Anche mio nonno andava a messa, dopo aver scritto i suoi comizi, perchè cantava da tenore e il prete lo reclamava.

E difatti anche io ho qualche vago ricordo di nonno che canta o che suona il mandolino ma forse sono racconti di mio padre e non immagini vere. Però le bobine coi discorsi del nonno quelle sì che me le ricordo, devono essere in una delle mille scatole sospese tra gli infiniti traslochi dei miei.
Papà dice pure che nella bottega ci facevano le riunioni politiche eccetera, ci stanno anche delle fotografie degli scioperi agrari con i cartelli “via i crumiri” e a me piace tanto prendere l’album e riguardarmele ogni tanto. Ma anche l’album adesso è chiuso in qualche scatolone poichè mia nonna, terremotata, si sposta da una casa all’altra aspettando riparazioni e collaudi.

Continua la nonna a parlare di quando partorì i suoi quattro figli esattamente al piano di sopra eh, che con tutte quelle scale non sa nemmeno lei come faceva a salire, papà piccolo nella culla e la zia in arrivo e via discorrendo, poi al piano di sotto c’era il forno a legna dove si faceva il pane e la cantina dove si facevano salsa, porco e tutto il resto.  A questo punto ritorna al nonno e alla p’teca piena zeppa di discepoli che si infervoravano e progettavano e sì, volevano un mondo migliore, o magari un mondo migliore no, magari volevano soltanto una Rotello migliore, che però se uno ci pensa adesso è già tanto, tantissimo, e infatti quei giovani discepoli che volevano una Rotello migliore si sono tutti dispersi per il mondo e alcuni, molti, hanno persino stirato le zampe.

Allora mi viene una gran tristezza e un gran senso di spezzettamento, mi viene che vorrei tornare in campagna tra gli ulivi e basta, mi vengono quei pensieri di pausa infinita, mi sento tutta frammentata e mi terrorizza l’idea di questo vuoto immenso che ho visto in un mese in Italia. Mi terrorizza la mia vita di ora, che dentro non ci sta manco un sogno, ci sono solo progetti, e i progetti se da un lato hanno la bellezza della loro misurabilità, dall’altro hanno la meschinità della loro banale concretezza, della loro monetarizzazione, che chissà se esiste questa parola ma se non esiste poco importa. I progetti si possono valutare, quanti dollari per un nuovo contratto?

Sì mi fa tristezza un pochino questa vita qua.

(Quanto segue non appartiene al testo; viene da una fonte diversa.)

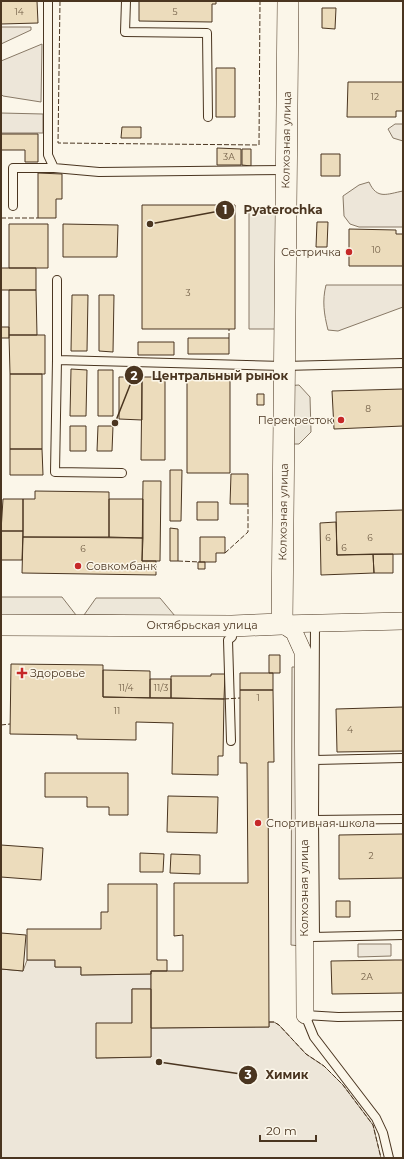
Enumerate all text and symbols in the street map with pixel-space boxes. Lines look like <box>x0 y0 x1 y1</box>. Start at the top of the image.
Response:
house number: 14 <box>14 6 24 17</box>
house number: 5 <box>172 6 178 17</box>
street label: Колхозная улица <box>278 91 294 189</box>
house number: 12 <box>371 91 379 102</box>
house number: 3А <box>223 151 235 162</box>
callout: Pyaterochka <box>215 198 330 222</box>
text: 1 <box>223 202 227 217</box>
text: Pyaterochka <box>243 202 323 217</box>
house number: 10 <box>371 244 381 255</box>
place label: Сестричка <box>281 245 341 259</box>
marker: Сестричка <box>344 247 354 257</box>
house number: 3 <box>185 287 191 298</box>
callout: Центральный рынок <box>124 363 297 387</box>
text: 2 <box>130 368 138 383</box>
text: Центральный рынок <box>152 368 288 383</box>
house number: 8 <box>365 403 371 414</box>
place label: Перекресток <box>258 413 334 427</box>
marker: Перекресток <box>336 415 346 425</box>
street label: Колхозная улица <box>275 463 291 561</box>
house number: 6 <box>325 532 331 543</box>
house number: 6 <box>367 532 373 543</box>
house number: 6 <box>341 542 347 553</box>
house number: 6 <box>80 543 86 554</box>
place label: Совкомбанк <box>86 559 157 573</box>
marker: Совкомбанк <box>73 561 83 571</box>
street label: Октябрьская улица <box>146 618 258 632</box>
place label: Здоровье <box>30 666 85 680</box>
marker: Здоровье <box>17 668 27 678</box>
house number: 11/4 <box>119 682 133 693</box>
house number: 11/3 <box>154 682 168 693</box>
house number: 1 <box>256 692 260 703</box>
house number: 11 <box>114 705 120 716</box>
house number: 4 <box>347 724 353 735</box>
place label: Спортивная школа <box>266 816 375 830</box>
marker: Спортивная школа <box>253 818 263 828</box>
street label: Колхозная улица <box>297 839 311 937</box>
house number: 2 <box>368 850 374 861</box>
house number: 2А <box>361 971 373 982</box>
callout: Химик <box>238 1063 317 1087</box>
text: 3 <box>243 1067 252 1082</box>
text: Химик <box>265 1067 309 1082</box>
scale bar <box>260 1117 316 1143</box>
text: 20 m <box>266 1123 297 1138</box>

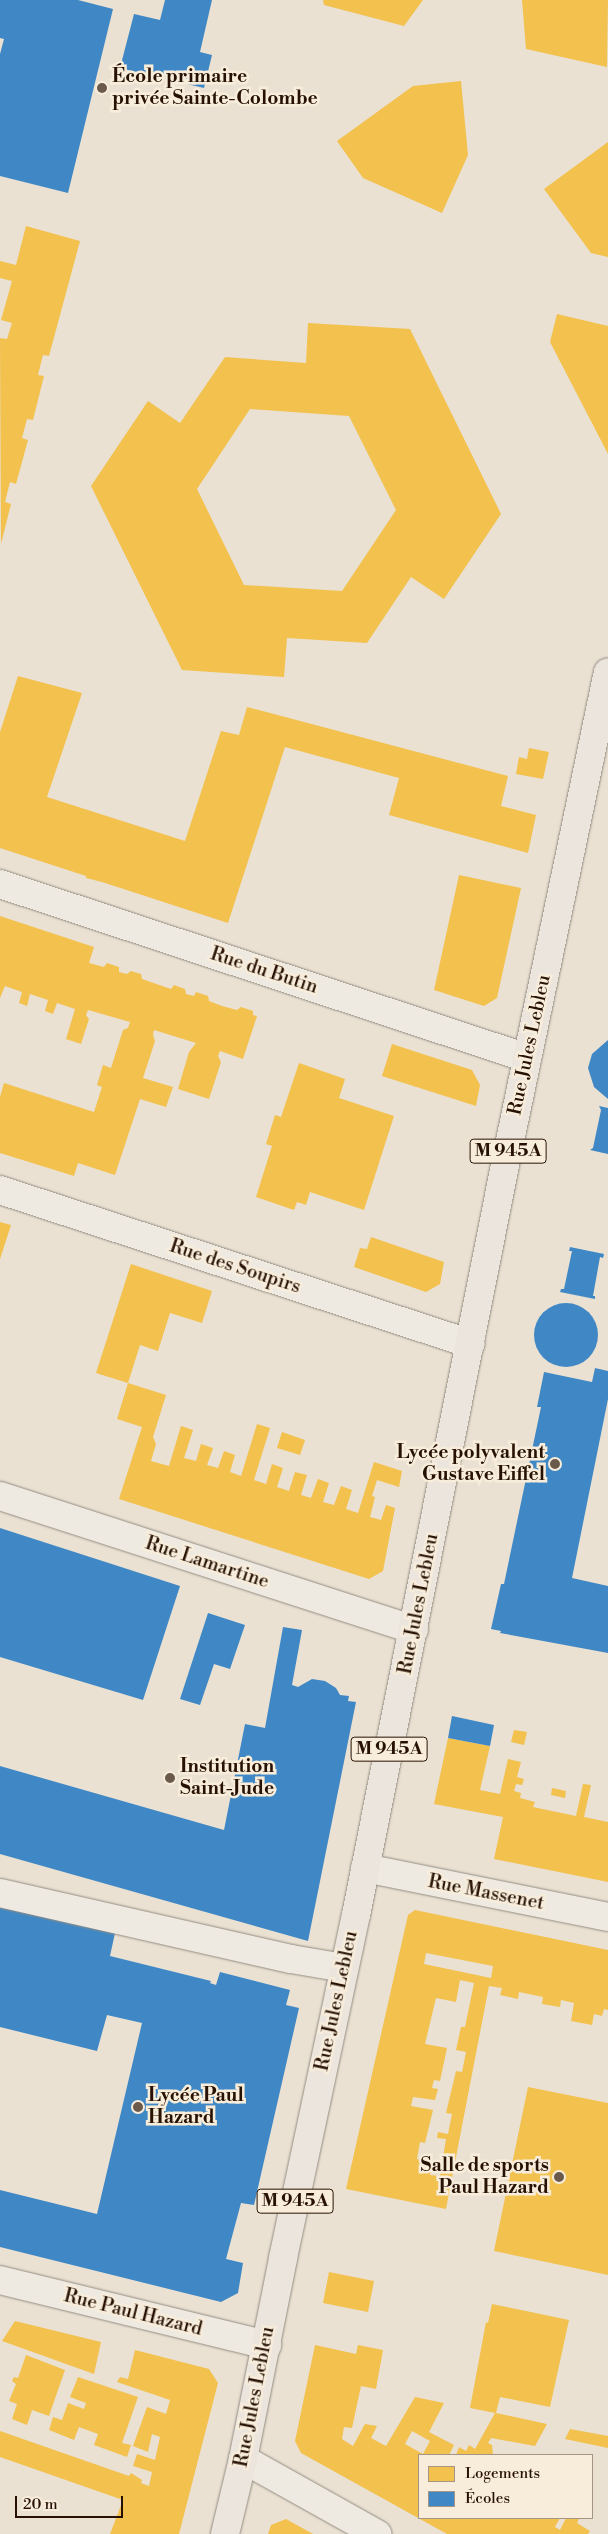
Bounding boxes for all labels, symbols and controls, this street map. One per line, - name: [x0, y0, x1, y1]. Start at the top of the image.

Credo che dovrei comprarmi un corso di Yoga on-line, o cercarmi un personal trainer a distanza che diventi il mio guru e mi aiuti a ritrovare la mia spiritualità, perchè la verità è che l’ho persa tra gli ulivi e qui è tutto un pesare le valigie per verificare la possibilità di portare un paio di scarpe in più, un libro in più.

In tutto questo spezzettamento, mentre mia nonna mi racconta di quella volta che, io non sono proprio soddisfatta di me, ecco, lo volevo mettere per iscritto, che magari mi do una svegliata e mi domando finalmente aoh, ma che cazzo stai combinando? La soluzione dev’essere qualcosa di più profondo della dieta zona, lo so, ci voglio credere, eppure non vedo niente di niente.

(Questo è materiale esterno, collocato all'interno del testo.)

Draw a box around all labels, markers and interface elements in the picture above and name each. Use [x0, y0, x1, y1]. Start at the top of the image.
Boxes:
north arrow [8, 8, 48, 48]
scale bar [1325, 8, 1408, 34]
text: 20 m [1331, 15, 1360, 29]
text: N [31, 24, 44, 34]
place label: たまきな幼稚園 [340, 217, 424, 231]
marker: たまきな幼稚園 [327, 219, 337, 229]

2 Responses to “Rotello, gli ulivi e falce e martello.”

  1. Gofordinneron 14 Giu 2013 at 00:49

    Mi fa bene leggerti. Mi fa sentire meno persa. Tra queste righe ci rivedo la mia di nonna, i suoi racconti, e la mia storia. Se ti puo’ far sentire meglio, quella domanda “ma che cazzo stai combinando?” me la chiedo in continuazione anche io. E lo sai quel’e’ la triste verita’? La mia vita e’ esattamente e precisamente come la volevo io, including “corsi di yoga” e diete macrobiotiche e menate varie.

    E allora mi giustifico dicendo che in realta’ voglio essere infelice, e che sono contorta e complicata… un giocattolo rotto, che si sentira’ tale qualsiasi cosa faccia e in qualsiasi posto del mondo.

    Un abbraccio.

  2. Peppinoon 22 Giu 2013 at 22:04

    anche zia Anna ha avuto il piacere di leggere “una giornata particolare con nonna”: il racconto è piaciuto ad entrambi, apprezzatamenti anche per le citazioni in dialetto.